Together these three ambitions are worth $2.7 trillion by 2050. Health costs resulting from pesticide use would decrease by $550 billion and antimicrobial resistance, air pollution, water contamination and food-borne diseases would also reduce significantly. Greenhouse gas emissions are expected to decrease by 4.3 Gigatonnes (Gt) of CO2 equivalents, which corresponds to taking one billion cars permanently off the road. Furthermore, 15 million hectares of arable land can be spared from degradation and 450 trillion litres of fresh water saved. Cities can unlock $700 billion by reducing edible food waste and using organic by-products as biomaterials, fertilisers, or sources of energy.

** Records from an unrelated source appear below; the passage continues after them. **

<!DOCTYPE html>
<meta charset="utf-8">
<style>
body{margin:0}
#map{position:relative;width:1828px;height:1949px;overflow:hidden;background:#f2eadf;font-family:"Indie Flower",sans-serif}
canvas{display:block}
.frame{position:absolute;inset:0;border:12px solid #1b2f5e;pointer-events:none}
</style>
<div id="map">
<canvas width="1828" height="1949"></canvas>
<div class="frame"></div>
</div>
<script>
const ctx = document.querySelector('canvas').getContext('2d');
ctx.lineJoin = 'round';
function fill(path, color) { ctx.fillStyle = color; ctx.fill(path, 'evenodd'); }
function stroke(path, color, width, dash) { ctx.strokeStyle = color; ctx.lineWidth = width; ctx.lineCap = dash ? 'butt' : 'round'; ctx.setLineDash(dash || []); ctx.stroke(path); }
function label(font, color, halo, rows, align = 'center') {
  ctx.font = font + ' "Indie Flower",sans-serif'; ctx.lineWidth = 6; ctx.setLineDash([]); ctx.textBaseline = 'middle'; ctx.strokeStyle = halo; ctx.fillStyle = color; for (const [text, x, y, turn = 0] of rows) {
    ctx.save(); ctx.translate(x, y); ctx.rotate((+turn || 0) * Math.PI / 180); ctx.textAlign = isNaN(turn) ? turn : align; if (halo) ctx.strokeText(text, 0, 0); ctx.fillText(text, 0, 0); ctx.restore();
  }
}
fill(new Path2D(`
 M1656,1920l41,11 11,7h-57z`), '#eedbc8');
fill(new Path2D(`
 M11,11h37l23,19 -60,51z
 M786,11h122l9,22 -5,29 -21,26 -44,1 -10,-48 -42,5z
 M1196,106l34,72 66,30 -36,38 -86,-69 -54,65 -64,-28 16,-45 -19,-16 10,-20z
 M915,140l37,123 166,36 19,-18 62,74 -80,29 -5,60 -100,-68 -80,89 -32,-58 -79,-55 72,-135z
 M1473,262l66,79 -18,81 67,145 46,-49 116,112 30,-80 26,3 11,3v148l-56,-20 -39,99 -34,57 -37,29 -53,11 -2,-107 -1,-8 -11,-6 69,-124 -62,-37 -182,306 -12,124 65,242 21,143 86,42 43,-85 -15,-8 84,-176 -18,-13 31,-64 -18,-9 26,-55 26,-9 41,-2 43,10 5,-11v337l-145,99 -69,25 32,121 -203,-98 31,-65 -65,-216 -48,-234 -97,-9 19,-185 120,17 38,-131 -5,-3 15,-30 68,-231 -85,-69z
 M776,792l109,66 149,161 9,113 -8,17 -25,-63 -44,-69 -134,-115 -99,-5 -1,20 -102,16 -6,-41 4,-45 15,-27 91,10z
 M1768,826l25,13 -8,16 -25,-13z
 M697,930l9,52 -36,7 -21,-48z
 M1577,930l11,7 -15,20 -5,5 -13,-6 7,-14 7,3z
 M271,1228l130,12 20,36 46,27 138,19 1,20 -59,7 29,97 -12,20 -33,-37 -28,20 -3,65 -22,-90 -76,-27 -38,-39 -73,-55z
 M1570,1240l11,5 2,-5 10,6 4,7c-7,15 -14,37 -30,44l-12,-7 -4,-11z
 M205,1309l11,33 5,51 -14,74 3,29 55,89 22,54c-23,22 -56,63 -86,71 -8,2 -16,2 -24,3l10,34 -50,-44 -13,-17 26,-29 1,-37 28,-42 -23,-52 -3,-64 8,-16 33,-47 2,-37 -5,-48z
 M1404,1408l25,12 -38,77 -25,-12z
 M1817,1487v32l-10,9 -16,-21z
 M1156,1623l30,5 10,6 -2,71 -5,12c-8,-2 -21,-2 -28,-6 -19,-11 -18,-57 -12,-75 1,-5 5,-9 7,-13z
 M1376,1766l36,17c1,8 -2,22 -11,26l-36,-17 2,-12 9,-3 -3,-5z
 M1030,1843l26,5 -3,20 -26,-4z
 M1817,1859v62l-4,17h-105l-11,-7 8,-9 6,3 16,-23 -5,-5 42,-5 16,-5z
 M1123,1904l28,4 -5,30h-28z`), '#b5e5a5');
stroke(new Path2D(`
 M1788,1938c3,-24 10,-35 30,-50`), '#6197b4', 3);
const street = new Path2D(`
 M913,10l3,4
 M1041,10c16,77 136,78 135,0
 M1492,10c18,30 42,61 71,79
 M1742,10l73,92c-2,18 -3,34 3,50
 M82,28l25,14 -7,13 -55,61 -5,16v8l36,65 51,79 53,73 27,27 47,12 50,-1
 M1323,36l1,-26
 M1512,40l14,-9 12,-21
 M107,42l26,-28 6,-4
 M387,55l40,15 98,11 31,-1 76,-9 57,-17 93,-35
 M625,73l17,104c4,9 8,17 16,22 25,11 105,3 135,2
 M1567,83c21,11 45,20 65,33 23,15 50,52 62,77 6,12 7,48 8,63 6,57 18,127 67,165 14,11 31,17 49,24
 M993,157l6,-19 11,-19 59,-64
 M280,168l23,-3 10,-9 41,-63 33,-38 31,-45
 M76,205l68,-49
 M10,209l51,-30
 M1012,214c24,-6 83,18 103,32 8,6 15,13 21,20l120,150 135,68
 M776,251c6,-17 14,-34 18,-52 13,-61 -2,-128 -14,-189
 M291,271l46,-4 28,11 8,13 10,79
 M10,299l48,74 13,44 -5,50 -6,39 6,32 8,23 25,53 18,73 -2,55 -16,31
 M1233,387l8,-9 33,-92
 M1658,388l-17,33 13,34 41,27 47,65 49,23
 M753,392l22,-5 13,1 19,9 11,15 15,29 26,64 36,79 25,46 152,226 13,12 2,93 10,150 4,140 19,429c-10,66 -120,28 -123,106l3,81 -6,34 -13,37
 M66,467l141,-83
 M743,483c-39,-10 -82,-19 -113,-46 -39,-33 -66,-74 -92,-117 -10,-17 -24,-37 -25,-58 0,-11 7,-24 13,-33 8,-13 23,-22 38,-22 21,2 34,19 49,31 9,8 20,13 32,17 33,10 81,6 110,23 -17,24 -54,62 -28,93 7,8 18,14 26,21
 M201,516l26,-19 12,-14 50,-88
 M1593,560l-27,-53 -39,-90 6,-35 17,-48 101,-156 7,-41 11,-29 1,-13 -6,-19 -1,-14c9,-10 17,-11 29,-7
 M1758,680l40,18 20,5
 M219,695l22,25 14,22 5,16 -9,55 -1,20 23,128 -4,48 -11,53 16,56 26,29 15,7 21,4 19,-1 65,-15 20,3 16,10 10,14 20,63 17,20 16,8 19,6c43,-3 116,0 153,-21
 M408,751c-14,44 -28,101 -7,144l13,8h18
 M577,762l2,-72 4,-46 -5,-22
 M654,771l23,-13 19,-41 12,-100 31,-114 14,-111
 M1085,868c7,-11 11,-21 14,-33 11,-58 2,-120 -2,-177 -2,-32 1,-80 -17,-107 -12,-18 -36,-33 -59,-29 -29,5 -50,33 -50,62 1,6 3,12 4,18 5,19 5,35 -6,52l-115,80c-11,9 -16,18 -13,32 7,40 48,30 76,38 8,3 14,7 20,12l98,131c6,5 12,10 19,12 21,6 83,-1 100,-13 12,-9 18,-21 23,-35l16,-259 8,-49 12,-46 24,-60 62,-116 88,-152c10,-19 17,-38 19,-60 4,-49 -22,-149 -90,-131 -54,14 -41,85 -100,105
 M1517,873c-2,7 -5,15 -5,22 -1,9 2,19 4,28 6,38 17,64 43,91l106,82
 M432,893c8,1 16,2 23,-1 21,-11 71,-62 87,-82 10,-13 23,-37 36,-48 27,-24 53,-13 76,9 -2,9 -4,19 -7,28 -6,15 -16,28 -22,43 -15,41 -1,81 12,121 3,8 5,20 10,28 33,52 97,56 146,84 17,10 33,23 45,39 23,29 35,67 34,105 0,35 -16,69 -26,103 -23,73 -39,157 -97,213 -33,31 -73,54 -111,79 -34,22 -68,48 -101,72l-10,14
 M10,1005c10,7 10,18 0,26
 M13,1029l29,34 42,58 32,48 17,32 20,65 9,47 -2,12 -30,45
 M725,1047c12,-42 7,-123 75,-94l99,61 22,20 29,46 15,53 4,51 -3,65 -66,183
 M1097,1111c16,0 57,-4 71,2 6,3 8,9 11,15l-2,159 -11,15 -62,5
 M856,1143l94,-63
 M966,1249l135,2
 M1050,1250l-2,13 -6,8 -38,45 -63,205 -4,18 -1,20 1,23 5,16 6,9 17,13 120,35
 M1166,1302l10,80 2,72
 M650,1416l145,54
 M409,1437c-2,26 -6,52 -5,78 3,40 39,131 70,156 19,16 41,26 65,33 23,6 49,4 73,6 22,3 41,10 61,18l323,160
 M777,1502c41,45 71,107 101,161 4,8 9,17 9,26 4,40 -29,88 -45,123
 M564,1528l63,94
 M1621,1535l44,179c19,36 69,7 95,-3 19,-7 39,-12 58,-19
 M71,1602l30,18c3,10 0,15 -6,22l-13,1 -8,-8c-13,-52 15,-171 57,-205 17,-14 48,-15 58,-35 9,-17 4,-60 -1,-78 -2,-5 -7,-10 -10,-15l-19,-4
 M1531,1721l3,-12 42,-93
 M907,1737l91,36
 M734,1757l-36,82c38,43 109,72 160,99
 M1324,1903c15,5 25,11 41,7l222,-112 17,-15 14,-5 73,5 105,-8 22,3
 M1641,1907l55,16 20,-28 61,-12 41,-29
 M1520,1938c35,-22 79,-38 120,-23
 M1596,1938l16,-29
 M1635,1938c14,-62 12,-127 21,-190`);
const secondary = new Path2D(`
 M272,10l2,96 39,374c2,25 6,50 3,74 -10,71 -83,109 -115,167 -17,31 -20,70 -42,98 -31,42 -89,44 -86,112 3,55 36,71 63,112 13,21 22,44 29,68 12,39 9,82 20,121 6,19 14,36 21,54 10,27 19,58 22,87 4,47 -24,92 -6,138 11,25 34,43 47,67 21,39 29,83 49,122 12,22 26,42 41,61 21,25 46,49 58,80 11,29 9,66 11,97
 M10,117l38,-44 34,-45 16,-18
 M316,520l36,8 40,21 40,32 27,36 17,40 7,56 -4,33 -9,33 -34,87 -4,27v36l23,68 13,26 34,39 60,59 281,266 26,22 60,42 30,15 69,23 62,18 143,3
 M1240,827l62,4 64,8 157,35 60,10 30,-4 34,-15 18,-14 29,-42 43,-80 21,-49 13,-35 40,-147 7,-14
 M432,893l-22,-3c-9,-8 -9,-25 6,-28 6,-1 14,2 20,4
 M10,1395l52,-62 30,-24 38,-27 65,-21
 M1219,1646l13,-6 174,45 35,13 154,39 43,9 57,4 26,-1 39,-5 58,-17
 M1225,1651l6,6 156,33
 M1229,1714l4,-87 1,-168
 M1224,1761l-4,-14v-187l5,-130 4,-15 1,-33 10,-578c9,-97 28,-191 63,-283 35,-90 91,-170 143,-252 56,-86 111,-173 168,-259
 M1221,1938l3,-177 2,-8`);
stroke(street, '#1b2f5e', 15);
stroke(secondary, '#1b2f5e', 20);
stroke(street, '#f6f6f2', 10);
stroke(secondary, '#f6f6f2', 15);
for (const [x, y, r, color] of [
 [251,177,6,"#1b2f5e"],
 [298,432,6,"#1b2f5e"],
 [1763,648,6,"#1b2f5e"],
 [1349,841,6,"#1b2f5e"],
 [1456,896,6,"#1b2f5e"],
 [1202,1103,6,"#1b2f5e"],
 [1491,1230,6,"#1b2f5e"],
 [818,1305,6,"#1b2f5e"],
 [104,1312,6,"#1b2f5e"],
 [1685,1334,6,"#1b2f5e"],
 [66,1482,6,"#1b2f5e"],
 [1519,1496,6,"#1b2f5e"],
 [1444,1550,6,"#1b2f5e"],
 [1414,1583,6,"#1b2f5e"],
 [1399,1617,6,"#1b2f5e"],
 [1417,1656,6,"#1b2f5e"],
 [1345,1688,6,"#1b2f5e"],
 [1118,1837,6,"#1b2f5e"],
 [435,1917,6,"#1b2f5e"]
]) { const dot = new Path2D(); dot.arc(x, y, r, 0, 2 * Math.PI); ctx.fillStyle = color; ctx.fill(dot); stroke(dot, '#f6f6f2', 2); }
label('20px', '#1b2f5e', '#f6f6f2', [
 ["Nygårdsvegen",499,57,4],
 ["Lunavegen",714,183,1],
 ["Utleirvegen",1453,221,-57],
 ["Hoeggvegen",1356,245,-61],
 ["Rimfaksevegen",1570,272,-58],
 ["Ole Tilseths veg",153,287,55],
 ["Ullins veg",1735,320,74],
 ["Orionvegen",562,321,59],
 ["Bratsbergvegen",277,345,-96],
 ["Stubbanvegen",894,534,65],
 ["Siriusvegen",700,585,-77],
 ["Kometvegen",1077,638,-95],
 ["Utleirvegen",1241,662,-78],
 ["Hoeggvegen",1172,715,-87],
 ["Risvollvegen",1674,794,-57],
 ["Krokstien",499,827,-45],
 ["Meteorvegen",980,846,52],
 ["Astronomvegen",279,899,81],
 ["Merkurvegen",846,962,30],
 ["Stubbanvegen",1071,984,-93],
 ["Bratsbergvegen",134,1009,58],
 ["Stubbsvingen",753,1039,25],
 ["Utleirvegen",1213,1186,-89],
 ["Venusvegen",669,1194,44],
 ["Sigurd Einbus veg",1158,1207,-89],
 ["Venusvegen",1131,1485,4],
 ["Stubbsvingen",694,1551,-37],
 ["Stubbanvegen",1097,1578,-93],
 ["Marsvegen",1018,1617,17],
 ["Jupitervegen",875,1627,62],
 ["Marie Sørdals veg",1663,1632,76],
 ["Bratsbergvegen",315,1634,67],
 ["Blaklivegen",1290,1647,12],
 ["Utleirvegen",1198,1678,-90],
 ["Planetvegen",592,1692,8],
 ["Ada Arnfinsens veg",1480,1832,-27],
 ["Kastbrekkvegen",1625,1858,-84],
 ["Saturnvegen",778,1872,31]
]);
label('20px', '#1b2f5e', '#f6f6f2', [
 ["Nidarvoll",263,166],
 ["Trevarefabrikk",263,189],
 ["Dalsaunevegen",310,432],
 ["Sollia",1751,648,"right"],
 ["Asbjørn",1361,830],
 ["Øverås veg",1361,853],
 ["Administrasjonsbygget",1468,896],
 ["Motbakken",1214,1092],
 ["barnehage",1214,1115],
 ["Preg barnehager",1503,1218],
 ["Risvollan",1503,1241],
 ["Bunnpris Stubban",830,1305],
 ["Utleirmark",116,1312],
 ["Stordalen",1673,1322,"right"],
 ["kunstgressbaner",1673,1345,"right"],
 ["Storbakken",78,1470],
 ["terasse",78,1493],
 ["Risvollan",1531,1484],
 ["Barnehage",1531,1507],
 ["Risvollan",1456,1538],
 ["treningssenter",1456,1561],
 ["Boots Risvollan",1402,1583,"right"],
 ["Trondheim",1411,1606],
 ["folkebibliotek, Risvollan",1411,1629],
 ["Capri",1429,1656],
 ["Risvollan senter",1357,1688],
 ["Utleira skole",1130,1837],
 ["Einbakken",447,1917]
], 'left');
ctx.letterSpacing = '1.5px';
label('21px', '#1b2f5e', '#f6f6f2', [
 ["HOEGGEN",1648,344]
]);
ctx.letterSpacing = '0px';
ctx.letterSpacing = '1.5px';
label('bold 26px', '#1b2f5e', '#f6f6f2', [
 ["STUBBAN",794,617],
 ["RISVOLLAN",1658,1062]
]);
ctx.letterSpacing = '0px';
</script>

There is an urgent need to realise this vision at scale. To do so will require a global system-level change effort that spans value chains. There will need to be unprecedented collaboration between food brands, producers, retailers, city governments, waste managers and other urban food actors. Flagship demonstration projects in cities around the world will have to be connected with the scaling power of multinational businesses and platforms.

The vision set out in this report offers a way out of the deadlock facing the global food system, with cities mobilising the transition to a circular economy for food both within and beyond their borders. Now is the time to make it happen.